La Banque centrale européenne a averti que les marchés mondiaux sont exposés au risque d'une correction soudaine et importante provoquée par des menaces géopolitiques et financières que les investisseurs sous-évaluent systématiquement.
L'avertissement porte sur des valorisations exagérées. Les actions technologiques et liées à l'IA aux États-Unis, en particulier, ont atteint des niveaux que la BCE considère comme déconnectés du contexte de risque sous-jacent.
Ce que la BCE a réellement dit
L'analyse de la stabilité financière de novembre 2025 de la BCE a identifié des « valorisations tendues » sur les marchés actions mondiaux comme un risque systémique, en soulignant que les actifs technologiques américains étaient particulièrement vulnérables et que les prix restaient élevés malgré une incertitude géopolitique et politique croissante.
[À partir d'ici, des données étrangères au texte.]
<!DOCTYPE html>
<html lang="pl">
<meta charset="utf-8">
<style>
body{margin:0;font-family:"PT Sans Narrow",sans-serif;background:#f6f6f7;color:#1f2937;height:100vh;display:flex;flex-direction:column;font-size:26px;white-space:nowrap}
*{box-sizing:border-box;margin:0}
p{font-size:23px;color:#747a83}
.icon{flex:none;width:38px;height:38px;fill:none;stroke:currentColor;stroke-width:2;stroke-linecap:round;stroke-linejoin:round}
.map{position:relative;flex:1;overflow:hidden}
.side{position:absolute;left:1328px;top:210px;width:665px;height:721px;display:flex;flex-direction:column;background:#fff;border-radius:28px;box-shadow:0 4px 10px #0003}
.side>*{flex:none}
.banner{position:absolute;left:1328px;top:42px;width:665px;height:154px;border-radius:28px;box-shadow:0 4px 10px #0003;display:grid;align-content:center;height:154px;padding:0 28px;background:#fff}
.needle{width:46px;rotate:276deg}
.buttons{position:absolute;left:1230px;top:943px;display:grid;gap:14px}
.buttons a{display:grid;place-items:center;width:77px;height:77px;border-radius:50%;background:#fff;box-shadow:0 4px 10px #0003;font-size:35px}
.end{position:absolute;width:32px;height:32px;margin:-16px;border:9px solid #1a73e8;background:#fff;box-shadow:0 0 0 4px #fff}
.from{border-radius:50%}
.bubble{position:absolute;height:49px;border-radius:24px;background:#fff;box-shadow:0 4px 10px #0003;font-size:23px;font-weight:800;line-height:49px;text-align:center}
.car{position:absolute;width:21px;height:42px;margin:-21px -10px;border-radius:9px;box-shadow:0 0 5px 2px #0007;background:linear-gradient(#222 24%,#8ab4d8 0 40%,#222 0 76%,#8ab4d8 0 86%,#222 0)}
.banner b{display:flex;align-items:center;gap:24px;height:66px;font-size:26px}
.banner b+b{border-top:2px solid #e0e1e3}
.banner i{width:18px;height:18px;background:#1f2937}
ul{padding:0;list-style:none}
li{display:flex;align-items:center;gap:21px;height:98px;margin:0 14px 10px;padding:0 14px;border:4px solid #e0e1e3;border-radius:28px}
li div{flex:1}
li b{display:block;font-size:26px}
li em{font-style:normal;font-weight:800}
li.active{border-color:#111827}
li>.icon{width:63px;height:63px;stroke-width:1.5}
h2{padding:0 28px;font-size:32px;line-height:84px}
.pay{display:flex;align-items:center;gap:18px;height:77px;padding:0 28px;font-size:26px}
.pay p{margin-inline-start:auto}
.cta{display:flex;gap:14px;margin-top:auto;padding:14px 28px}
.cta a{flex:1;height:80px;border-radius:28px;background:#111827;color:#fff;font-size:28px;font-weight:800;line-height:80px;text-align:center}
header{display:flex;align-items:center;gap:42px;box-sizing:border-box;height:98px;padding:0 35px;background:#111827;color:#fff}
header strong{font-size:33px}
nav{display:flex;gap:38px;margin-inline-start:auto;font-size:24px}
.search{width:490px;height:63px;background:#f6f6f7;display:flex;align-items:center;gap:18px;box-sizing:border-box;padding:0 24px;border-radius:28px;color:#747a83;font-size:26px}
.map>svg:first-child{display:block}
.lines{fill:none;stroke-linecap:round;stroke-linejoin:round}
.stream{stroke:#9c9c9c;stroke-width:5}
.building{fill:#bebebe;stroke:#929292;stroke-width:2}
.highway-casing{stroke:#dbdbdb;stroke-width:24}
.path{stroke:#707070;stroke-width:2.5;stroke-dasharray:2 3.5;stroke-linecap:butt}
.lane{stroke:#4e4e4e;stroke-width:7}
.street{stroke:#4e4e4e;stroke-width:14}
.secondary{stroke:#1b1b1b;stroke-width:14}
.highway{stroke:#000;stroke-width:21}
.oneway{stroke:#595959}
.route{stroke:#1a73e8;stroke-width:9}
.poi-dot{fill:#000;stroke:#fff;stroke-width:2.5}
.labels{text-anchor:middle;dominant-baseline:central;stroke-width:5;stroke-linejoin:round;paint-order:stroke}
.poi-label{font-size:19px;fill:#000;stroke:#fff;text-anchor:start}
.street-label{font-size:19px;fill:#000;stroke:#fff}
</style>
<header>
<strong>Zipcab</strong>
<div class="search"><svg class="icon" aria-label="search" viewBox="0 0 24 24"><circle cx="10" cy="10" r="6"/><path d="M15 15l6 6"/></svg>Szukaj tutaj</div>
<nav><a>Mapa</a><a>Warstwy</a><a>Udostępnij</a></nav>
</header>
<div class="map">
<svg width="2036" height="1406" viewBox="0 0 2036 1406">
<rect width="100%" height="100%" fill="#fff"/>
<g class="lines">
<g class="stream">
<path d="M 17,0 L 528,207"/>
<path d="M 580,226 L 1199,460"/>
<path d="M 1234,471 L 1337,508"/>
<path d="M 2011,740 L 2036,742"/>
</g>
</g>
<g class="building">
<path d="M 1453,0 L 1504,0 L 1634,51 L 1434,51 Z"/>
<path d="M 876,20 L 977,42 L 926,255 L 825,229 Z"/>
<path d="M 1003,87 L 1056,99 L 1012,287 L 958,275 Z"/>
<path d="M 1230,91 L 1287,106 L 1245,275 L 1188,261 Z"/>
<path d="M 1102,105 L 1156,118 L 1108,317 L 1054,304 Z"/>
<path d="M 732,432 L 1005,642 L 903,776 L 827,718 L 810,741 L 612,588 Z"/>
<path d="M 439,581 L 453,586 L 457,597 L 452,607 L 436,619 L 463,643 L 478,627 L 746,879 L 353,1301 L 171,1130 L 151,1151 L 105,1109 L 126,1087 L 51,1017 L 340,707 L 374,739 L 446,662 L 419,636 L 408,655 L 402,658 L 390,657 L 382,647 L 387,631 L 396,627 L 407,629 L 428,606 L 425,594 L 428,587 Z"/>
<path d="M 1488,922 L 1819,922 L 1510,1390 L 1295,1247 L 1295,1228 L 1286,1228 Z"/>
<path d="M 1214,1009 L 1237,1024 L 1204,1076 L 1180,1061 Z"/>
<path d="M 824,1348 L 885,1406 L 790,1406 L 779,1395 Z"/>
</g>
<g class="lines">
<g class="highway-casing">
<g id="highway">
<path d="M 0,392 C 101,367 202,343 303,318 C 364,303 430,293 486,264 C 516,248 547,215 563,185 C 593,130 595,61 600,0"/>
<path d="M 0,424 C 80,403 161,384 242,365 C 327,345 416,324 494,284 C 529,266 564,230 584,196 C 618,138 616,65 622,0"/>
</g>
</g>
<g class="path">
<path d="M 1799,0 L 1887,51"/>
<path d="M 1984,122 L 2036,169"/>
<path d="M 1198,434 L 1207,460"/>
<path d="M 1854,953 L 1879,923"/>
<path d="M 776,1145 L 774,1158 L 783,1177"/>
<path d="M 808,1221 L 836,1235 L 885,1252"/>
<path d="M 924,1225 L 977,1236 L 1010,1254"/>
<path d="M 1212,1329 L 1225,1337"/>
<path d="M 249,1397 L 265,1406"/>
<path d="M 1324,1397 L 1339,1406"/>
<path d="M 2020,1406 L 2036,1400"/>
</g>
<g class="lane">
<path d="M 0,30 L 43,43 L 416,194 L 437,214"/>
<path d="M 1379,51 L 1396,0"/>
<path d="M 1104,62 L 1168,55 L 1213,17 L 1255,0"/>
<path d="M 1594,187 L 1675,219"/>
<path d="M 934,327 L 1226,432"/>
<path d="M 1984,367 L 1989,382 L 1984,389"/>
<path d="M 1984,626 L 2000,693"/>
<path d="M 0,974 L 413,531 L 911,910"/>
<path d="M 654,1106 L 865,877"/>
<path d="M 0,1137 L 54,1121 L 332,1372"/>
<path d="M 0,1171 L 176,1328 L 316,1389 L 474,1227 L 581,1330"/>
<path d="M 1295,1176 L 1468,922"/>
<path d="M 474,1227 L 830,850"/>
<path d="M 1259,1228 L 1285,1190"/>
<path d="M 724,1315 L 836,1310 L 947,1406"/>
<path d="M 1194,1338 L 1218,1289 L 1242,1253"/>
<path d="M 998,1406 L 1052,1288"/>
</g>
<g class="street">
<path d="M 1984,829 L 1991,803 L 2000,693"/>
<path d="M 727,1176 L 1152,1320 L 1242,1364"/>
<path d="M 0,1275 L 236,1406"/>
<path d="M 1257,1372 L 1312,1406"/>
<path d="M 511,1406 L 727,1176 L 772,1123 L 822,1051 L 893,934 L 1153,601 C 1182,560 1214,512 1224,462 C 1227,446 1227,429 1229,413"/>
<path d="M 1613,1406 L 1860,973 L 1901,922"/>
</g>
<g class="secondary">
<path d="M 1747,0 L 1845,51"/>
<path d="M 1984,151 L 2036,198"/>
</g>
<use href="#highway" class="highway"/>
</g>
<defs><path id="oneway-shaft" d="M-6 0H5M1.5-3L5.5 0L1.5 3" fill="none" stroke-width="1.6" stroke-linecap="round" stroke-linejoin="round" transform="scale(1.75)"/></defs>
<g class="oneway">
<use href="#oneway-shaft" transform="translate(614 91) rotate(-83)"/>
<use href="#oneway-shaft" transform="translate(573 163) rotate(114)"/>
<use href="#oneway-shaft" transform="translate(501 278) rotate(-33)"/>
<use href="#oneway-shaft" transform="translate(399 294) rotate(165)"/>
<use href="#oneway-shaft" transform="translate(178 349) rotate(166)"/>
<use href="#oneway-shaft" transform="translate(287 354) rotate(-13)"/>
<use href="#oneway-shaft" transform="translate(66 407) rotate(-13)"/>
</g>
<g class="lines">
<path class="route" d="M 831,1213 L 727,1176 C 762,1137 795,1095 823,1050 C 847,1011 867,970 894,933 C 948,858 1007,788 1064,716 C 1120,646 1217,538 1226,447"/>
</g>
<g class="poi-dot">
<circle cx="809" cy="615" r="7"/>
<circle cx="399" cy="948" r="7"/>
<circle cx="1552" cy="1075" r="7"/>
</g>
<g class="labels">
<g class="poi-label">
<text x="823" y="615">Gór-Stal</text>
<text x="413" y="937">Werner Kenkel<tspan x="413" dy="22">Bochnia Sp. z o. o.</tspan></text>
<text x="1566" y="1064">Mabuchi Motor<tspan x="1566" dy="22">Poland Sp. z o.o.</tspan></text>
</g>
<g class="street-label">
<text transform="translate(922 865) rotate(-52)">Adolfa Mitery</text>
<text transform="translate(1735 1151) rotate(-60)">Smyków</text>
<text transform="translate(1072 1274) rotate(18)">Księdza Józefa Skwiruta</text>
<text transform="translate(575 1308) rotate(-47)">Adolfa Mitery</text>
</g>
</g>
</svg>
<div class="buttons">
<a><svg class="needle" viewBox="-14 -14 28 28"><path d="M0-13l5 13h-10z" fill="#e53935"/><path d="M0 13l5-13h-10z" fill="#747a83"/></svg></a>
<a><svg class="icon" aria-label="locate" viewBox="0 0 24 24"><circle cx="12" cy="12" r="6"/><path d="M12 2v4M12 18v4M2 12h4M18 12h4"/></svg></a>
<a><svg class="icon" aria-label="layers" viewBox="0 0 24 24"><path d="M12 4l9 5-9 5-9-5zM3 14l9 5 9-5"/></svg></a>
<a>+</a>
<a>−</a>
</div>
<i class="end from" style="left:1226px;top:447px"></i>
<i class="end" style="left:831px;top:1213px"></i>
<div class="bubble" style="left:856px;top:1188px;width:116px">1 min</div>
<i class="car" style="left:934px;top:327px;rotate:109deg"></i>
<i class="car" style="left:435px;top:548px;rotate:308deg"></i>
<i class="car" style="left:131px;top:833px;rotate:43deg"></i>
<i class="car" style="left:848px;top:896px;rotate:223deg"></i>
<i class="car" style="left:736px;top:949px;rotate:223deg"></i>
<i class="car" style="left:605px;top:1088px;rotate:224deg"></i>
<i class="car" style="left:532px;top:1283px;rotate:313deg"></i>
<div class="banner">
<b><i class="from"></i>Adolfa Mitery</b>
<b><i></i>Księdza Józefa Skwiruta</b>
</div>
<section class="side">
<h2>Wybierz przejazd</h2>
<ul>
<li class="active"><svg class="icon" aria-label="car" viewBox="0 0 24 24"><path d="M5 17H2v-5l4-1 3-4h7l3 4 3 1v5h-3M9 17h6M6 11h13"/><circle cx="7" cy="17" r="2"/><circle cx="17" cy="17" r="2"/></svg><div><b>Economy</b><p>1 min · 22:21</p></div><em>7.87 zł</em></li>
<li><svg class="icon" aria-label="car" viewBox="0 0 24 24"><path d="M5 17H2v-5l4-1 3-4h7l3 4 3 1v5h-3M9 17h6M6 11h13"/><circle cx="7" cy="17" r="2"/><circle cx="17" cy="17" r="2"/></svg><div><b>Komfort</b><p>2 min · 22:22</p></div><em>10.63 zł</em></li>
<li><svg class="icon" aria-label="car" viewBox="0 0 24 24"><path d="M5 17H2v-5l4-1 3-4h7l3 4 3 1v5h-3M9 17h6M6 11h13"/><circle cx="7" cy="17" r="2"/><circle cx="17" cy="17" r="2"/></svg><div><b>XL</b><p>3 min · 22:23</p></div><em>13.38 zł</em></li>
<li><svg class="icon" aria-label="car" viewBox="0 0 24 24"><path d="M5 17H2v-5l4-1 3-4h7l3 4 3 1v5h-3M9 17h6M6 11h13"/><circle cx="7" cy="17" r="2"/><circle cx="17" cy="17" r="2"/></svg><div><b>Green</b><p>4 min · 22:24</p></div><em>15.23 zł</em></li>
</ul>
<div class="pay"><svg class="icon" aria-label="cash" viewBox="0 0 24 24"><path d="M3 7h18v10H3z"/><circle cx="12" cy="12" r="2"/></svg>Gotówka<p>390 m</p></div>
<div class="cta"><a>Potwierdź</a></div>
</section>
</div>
Le vice-président de la BCE, Luis de Guindos, a indiqué que des valorisations élevées associées à une incertitude croissante créent les conditions d'une correction du marché, soulignant l'élargissement de l'univers des risques extrêmes qui pourraient servir de déclencheur.
Parmi ces déclencheurs : les politiques tarifaires américaines et les conflits en cours au Moyen-Orient. Les deux représentent ce type de chocs externes qui peuvent réévaluer les risques du jour au lendemain, et la BCE estime que les marchés ne prennent pas suffisamment en compte l’un comme l’autre.
Le problème non bancaire et le lien avec la crypto
Au-delà des évaluations des actions, la BCE s'est concentrée sur l'intermédiation financière non bancaire, ou IFNB — le réseau étendu de fonds de hedge, de fonds du marché monétaire, de fonds de pension et d'autres entités qui opèrent en dehors du système bancaire traditionnel mais y sont profondément connectés.
Ces intermédiaires non bancaires présentent une exposition importante à des actifs dénommés en dollars américains. Dans un scénario de correction, cette exposition crée les conditions de ventes forcées, où la vente contrainte engendre davantage de ventes contraintes.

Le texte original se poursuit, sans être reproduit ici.